╭─ DATA FOR THE TASK
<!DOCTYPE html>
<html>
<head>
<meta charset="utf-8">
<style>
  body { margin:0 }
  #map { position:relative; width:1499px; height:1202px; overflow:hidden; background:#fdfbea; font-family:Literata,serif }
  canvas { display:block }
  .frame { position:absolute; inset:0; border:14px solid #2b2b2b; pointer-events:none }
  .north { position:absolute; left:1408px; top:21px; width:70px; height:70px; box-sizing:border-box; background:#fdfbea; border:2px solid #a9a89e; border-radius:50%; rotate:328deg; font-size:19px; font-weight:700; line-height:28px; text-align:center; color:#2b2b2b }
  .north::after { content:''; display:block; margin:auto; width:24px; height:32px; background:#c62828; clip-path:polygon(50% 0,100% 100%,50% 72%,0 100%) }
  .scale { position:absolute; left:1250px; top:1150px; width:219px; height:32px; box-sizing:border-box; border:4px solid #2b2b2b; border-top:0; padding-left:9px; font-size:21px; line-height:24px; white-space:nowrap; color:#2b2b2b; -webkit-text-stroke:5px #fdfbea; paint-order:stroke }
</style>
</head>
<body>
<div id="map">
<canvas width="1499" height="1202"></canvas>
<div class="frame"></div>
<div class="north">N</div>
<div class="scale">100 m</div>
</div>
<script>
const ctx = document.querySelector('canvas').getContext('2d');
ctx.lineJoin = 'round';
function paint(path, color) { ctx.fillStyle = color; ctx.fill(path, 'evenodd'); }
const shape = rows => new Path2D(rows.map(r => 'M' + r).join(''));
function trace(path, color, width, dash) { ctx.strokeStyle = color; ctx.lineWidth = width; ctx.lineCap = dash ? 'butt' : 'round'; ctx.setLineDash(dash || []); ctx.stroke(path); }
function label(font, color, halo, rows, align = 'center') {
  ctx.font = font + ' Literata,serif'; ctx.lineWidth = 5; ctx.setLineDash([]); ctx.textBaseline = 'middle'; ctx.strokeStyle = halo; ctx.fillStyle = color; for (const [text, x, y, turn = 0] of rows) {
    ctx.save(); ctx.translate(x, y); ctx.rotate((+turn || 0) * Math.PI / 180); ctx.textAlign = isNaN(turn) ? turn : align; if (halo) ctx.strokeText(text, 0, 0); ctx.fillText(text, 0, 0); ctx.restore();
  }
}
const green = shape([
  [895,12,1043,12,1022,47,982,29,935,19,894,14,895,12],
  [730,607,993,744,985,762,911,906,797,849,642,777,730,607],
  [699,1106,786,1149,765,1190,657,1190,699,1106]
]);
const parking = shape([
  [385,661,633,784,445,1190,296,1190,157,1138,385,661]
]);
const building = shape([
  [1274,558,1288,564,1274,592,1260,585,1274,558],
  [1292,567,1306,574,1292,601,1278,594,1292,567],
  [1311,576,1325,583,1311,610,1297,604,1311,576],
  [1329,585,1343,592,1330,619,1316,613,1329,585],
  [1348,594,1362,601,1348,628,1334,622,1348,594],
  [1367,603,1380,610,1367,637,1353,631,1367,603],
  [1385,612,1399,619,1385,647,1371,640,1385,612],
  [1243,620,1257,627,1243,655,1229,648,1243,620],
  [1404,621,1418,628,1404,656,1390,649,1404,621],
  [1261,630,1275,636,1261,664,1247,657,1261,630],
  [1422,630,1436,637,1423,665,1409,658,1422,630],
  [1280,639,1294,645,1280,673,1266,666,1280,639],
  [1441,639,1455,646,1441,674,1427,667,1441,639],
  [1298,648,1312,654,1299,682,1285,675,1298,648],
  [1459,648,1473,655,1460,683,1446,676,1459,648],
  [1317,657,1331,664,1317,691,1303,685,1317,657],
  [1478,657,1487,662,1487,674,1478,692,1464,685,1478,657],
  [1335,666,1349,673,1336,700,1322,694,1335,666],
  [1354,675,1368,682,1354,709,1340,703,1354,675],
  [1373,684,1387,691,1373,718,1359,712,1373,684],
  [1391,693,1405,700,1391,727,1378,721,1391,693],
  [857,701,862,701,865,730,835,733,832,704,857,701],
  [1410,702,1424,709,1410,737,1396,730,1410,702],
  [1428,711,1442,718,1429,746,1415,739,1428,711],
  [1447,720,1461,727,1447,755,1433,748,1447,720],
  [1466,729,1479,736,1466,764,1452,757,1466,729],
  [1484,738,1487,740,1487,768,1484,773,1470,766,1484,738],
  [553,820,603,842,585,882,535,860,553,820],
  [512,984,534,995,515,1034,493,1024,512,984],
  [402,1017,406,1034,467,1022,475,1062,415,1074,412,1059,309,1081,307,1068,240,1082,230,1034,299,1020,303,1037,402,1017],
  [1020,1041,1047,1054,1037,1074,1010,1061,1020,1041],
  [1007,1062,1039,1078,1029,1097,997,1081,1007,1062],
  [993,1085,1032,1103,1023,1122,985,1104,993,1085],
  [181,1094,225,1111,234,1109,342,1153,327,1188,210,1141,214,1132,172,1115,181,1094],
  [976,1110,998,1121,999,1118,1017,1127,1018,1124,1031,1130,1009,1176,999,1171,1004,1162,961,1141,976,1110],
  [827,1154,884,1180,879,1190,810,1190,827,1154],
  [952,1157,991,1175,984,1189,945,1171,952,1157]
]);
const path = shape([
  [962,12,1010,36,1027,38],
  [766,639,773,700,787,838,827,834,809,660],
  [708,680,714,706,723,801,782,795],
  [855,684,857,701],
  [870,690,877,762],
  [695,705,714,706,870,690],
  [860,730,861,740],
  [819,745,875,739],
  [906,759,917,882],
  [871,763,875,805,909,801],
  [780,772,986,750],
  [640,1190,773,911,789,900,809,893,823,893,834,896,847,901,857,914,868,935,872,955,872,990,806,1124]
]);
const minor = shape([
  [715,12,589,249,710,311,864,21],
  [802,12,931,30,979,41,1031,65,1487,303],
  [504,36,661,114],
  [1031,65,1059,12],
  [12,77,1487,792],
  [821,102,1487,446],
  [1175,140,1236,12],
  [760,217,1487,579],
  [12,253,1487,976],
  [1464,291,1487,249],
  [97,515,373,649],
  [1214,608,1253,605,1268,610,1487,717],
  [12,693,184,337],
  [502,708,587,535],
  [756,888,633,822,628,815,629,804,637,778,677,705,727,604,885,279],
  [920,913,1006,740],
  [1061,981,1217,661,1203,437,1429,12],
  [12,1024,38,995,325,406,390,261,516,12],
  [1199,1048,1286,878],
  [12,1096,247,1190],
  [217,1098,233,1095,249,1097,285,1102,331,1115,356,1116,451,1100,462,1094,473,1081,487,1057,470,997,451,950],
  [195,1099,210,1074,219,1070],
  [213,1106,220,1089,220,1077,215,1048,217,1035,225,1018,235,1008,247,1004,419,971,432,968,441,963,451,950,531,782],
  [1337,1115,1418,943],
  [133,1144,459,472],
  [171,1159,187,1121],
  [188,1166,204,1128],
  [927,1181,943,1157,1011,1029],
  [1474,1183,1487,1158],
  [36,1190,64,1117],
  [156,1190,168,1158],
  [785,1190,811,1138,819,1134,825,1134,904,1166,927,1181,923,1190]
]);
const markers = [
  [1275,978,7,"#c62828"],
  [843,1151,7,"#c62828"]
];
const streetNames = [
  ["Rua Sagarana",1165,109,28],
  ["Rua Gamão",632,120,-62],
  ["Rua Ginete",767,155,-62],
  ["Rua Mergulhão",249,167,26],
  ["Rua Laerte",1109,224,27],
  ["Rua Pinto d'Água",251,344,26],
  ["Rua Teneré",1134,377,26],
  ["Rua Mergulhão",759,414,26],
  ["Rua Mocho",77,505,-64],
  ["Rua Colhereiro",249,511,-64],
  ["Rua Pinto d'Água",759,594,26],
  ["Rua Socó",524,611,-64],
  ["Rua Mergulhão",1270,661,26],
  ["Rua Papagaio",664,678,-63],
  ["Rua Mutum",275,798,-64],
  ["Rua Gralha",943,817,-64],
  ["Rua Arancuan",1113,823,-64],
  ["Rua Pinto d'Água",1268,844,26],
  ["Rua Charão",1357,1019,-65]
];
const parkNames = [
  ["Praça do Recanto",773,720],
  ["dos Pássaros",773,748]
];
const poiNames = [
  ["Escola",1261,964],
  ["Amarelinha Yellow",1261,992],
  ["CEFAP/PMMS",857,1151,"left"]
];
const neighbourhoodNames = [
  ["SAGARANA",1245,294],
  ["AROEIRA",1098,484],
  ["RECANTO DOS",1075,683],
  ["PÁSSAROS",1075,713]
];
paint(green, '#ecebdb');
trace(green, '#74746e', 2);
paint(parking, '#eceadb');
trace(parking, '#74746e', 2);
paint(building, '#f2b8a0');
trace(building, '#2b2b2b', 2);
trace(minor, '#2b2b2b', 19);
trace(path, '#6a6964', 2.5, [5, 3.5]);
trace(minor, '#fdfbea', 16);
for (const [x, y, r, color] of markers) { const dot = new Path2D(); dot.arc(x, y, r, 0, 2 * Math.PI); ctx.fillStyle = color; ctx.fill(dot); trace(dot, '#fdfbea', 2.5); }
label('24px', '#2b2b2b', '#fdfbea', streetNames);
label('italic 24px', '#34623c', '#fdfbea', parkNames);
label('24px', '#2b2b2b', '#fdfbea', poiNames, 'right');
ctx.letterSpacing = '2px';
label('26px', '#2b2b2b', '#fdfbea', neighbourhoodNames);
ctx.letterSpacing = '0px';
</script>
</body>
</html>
╰─
THE TASK – Transcribe, word for word, the data above from its first line through the line with "position:absolute; left:1408px; top:21px;", and include nothing else.

EXERCISE RESPONSE –
<!DOCTYPE html>
<html>
<head>
<meta charset="utf-8">
<style>
  body { margin:0 }
  #map { position:relative; width:1499px; height:1202px; overflow:hidden; background:#fdfbea; font-family:Literata,serif }
  canvas { display:block }
  .frame { position:absolute; inset:0; border:14px solid #2b2b2b; pointer-events:none }
  .north { position:absolute; left:1408px; top:21px; width:70px; height:70px; box-sizing:border-box; background:#fdfbea; border:2px solid #a9a89e; border-radius:50%; rotate:328deg; font-size:19px; font-weight:700; line-height:28px; text-align:center; color:#2b2b2b }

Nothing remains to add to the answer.